Exercise prompt: Return all lines in the material below that contain "Sandwich".

Given records START

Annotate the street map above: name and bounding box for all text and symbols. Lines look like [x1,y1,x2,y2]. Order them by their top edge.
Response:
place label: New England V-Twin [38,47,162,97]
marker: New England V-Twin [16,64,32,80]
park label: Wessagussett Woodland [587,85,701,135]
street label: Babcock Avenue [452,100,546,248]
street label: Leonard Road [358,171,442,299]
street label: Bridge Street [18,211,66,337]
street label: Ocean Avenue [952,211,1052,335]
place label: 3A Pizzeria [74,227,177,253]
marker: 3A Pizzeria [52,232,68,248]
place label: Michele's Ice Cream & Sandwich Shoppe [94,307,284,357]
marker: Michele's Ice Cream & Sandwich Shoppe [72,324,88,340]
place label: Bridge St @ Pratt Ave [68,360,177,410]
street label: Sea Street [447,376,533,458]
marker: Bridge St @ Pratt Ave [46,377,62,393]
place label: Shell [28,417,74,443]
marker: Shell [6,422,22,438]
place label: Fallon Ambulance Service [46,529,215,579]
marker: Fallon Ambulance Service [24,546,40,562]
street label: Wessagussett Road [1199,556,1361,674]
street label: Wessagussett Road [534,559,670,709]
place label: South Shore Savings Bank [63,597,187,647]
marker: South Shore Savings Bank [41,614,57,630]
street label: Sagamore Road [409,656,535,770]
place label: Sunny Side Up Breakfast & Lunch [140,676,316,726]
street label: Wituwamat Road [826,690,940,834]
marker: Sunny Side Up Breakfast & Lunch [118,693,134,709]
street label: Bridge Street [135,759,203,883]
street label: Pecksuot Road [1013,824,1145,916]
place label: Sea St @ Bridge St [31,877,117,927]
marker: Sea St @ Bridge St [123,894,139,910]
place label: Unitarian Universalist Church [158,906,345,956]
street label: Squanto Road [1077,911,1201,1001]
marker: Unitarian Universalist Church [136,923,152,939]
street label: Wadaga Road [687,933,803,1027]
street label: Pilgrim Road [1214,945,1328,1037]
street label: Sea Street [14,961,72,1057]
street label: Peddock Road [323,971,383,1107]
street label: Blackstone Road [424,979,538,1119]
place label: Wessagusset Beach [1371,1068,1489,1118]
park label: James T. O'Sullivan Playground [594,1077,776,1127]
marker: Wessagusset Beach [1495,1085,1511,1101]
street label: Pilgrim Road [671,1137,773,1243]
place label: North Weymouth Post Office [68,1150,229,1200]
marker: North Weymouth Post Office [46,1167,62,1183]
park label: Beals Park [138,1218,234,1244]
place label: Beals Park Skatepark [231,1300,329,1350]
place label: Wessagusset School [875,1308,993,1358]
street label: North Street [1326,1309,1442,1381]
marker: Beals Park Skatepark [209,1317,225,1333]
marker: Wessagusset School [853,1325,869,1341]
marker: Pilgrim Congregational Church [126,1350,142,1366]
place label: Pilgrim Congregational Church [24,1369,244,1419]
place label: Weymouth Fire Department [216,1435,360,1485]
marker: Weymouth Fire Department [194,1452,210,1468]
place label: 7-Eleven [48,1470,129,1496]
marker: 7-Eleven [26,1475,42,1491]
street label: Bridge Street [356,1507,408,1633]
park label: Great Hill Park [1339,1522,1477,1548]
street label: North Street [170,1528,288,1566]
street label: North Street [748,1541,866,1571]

Given records END

Solution:
place label: Michele's Ice Cream & Sandwich Shoppe [94,307,284,357]
marker: Michele's Ice Cream & Sandwich Shoppe [72,324,88,340]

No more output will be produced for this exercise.